Jeremy Allaire, Circle’s co-founder and CEO, said on Wednesday that he had initially thought a merger with Concord (ticker: CND), a special-purpose acquisition company, would take six to eight months. Circle announced the deal with Concord in July 2021, valuing the fintech at $4.5 billion.


Ten months later, the SPAC merger is still awaiting regulatory approval at the SEC. In the meantime, Circle agreed to revised Concord that boosted the fintech’s enterprise value to $9 billion.

Circle and Concord now have until Dec. 8 to complete the merger, with the potential to extend that date to Jan. 31, 2023.

If the deal falls apart, it would hardly be the only one dying in this market. The number of busted de-SPACs–where a blank-check company agrees to a merger with a business but then terminates the deal–has increased this year to about 20, according to data from SPAC Research. This is up from 19 terminated deals in all of 2021.

Allaire said Circle is still all-in on the merger, adding that it’s “a complex business, a new type of financial platform.” The company is moving through the process with the SEC, he added, providing no further insight into timing.
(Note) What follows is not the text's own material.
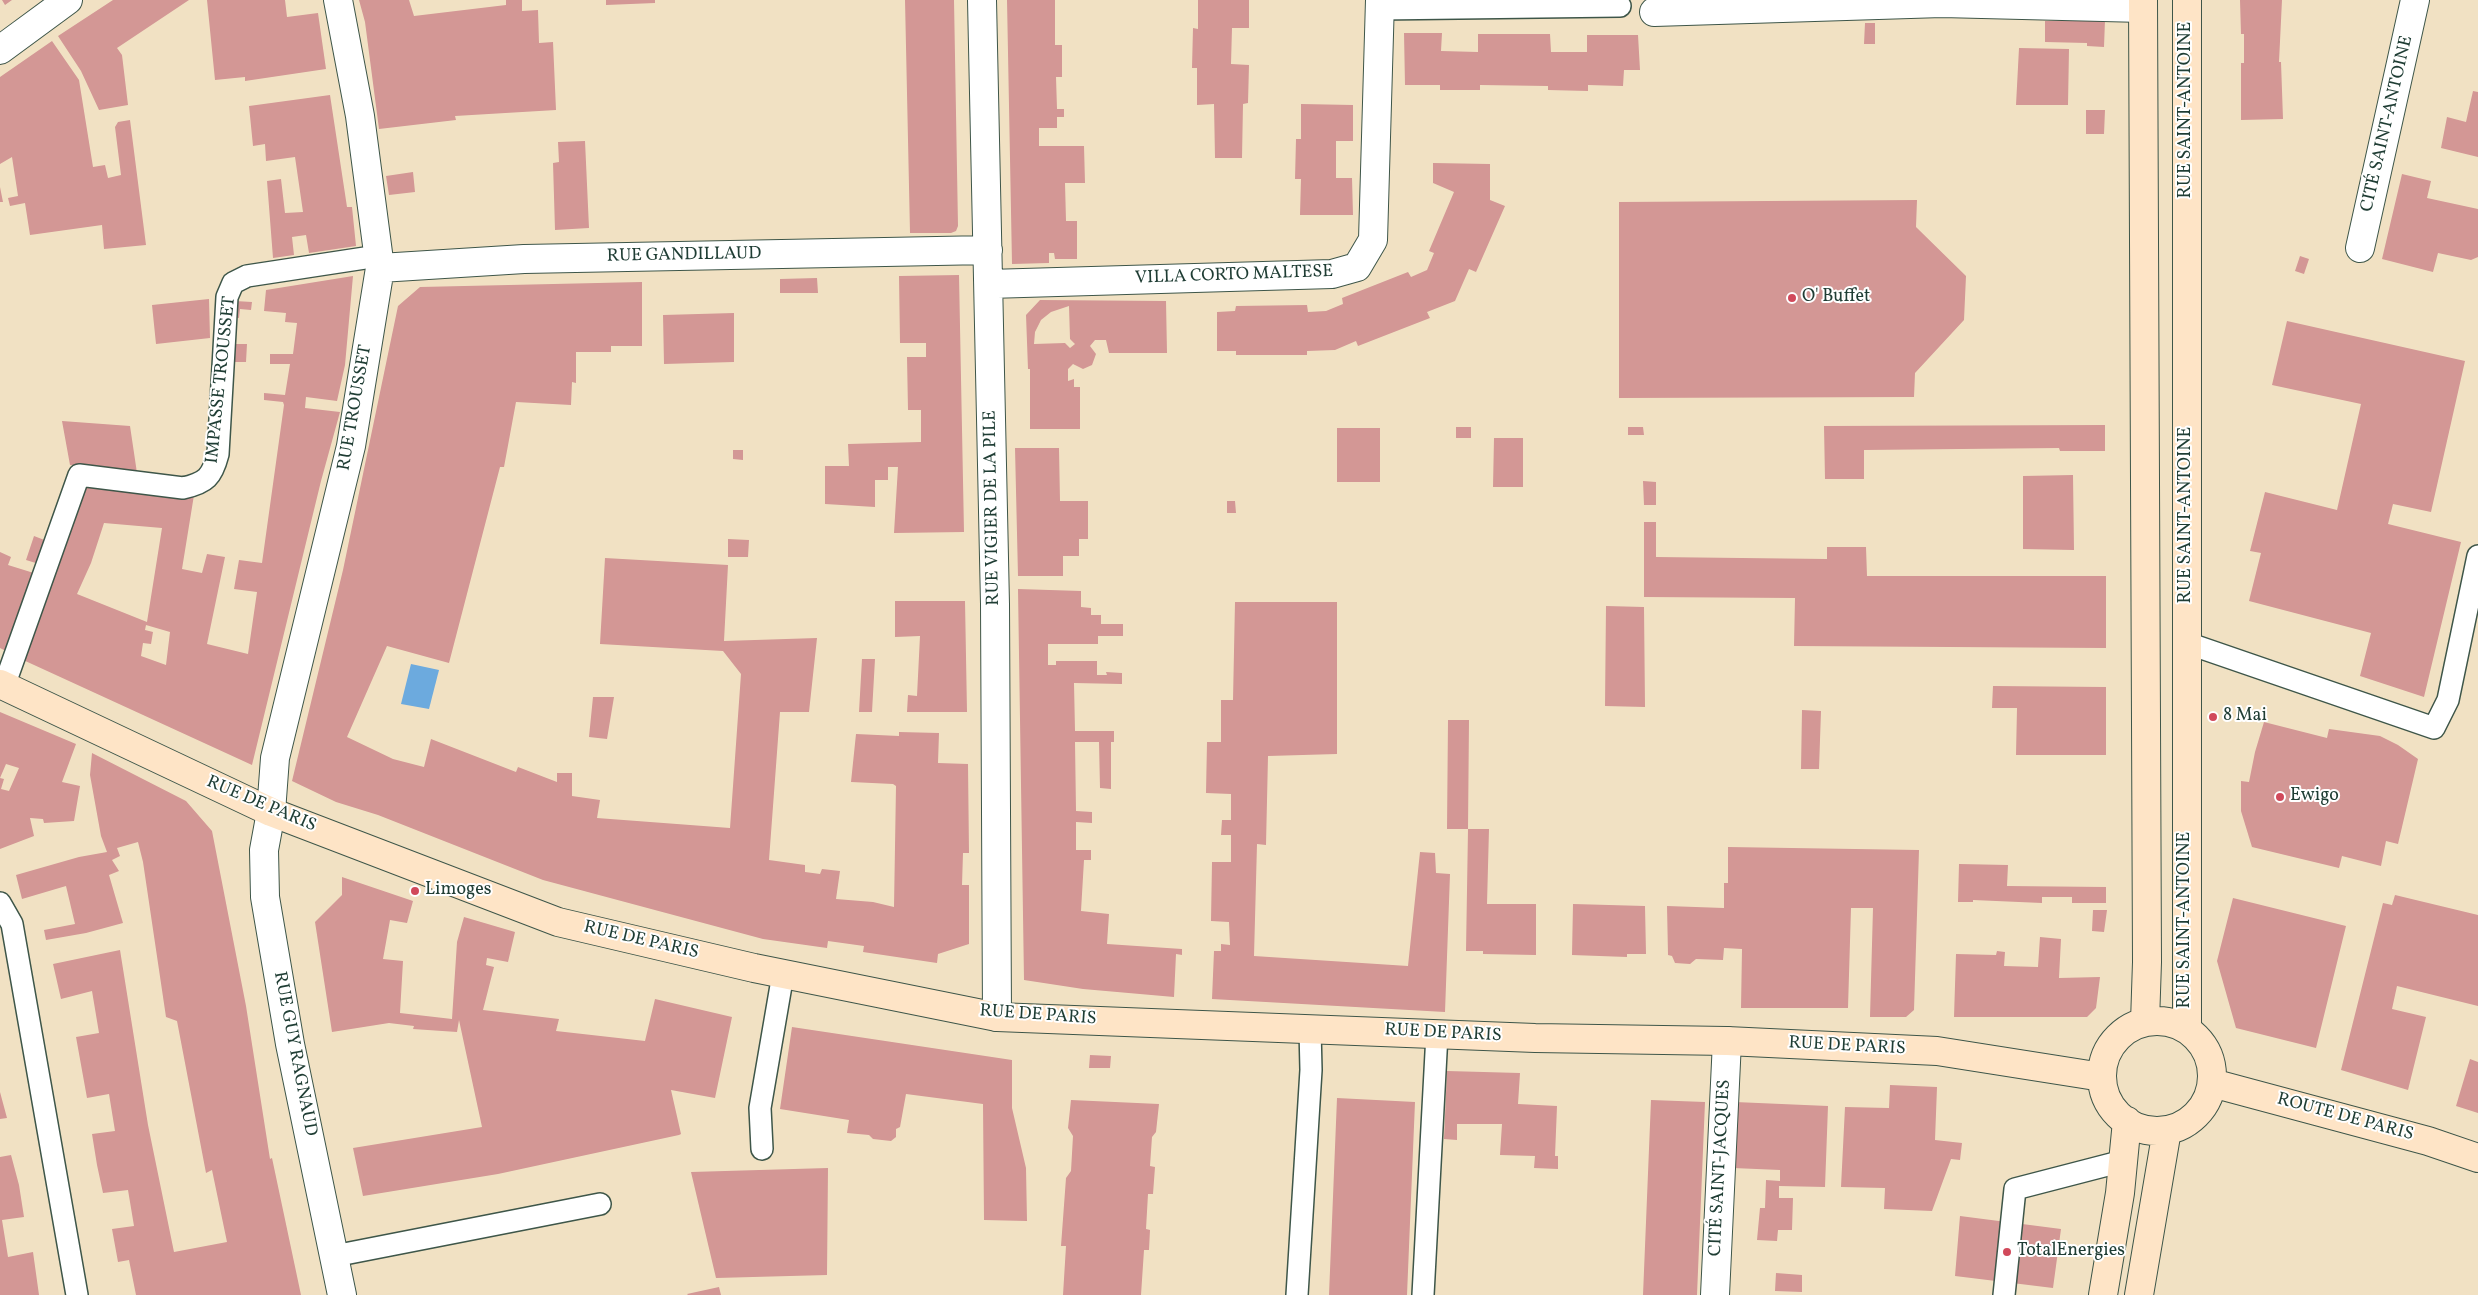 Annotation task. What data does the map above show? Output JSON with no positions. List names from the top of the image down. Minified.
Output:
{"streets":{"main road":["RUE SAINT-ANTOINE","RUE DE PARIS","ROUTE DE PARIS"],"street":["CITÉ SAINT-ANTOINE","RUE GANDILLAUD","VILLA CORTO MALTESE","RUE TROUSSET","RUE VIGIER DE LA PILE","RUE GUY RAGNAUD","CITÉ SAINT-JACQUES"],"lane":["IMPASSE TROUSSET"]},"crossings":[["RUE SAINT-ANTOINE","RUE DE PARIS"],["RUE SAINT-ANTOINE","ROUTE DE PARIS"],["RUE GANDILLAUD","IMPASSE TROUSSET"],["RUE GANDILLAUD","RUE TROUSSET"],["RUE GANDILLAUD","RUE VIGIER DE LA PILE"],["VILLA CORTO MALTESE","RUE VIGIER DE LA PILE"],["IMPASSE TROUSSET","RUE TROUSSET"],["IMPASSE TROUSSET","RUE DE PARIS"],["RUE TROUSSET","RUE DE PARIS"],["RUE TROUSSET","RUE GUY RAGNAUD"],["RUE VIGIER DE LA PILE","RUE DE PARIS"],["RUE DE PARIS","RUE GUY RAGNAUD"],["RUE DE PARIS","ROUTE DE PARIS"],["RUE DE PARIS","CITÉ SAINT-JACQUES"]],"places":["O' Buffet","8 Mai","Ewigo","Limoges","TotalEnergies"]}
Circle is also seeking a federal bank charter.

USD Coin’s issuance has rocketed 262% over the past 12 months, making it the fourth largest token by market value, after Bitcoin, Ether, and Tether. It’s widely used for liquidity in crypto markets, held by brokerages, hedge funds, and individual traders. It also serves as collateral for borrowing on decentralized-finance or DeFi platforms.
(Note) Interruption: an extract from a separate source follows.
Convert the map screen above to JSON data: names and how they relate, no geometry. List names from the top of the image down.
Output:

Circle is not yet profitable, according to its regulatory filings. But the company is projecting adjusted operating profits of $677 million in 2023, assuming that USD Coin in circulation reaches $220 billion, with 5,000 monthly active customers and $6.4 billion in lending volume

Some of the slowdown at the SEC may be due to more scrutiny of SPAC deals overall. Accounting guidance issued by the SEC in 2020 changed how SPACs handle warrants. The regulator also proposed new regulations this past March that would make the disclosures and obligations around SPACs more like those of an IPO. SPACs, under the proposed rules, will have to disclose details about sponsors’ compensation and potential conflicts of interest.

This year, just 66 SPACs have gone public as of May 11, valued at $11.4 billion, according to Dealogic. This compares to 315 blank check companies that collected $102 billion for the same time period in 2021.

But the crypto crash and collapse of the TerraUSD stablecoin may only make the SEC even more reluctant to approve Circle’s merger with Concord.

Stablecoin rules are likely to emerge in Washington, either through bills now in Congress or orders from the Biden administration.

“We are now working with Congress to advance legislation to help ensure stablecoins are resilient to risks that could endanger consumers or the broader financial system,” Treasury Secretary Janet Yellen said in a recent speech.

Were the SEC to give Circle a greenlight, it could be viewed as a seal of regulatory approval–something that isnt likely under the SEC’s Democratic Chair Gary Gensler, who has been critical of cryptos and called for tougher rules. In April, Gensler said the agency plans to exercise more oversight of the crypto market and warned that stablecoins are so critical “that a loss of the peg or a failure of the issuer could imperil one or more trading platforms, and may reverberate across the wider crypto ecosystem.”

Allaire said Circle has benefited from the TerraUSD collapse and a brief spell of Tether losing its dollar peg. Circle’s outstanding issuance picked up 7% in the wake of those events, while Tether’s issuance has fallen by around $9 billion.

Terra and “that whole ecosystem was a source of froth,” Allaire said. “Our view was this was a house of cards,” he added, saying a “flight to quality has taken place.”

Whether the SEC agrees with that sentiment remains to be seen. An SEC decreased to comment.

Corrections & Amplifications, Circle Internet Financial is projecting adjusted operating profits of $677 million in 2023, assuming that USD Coin in circulation reaches $220 billion, with 5,000 monthly active customers and $6.4 billion in lending volume. An earlier version of this article incorrectly said that Circle is projecting adjusted operating profits of $76 million in 2023, assuming that USDC in circulation reaches $190 billion, with 30,000 institutional accounts and $50 billion in lending volume.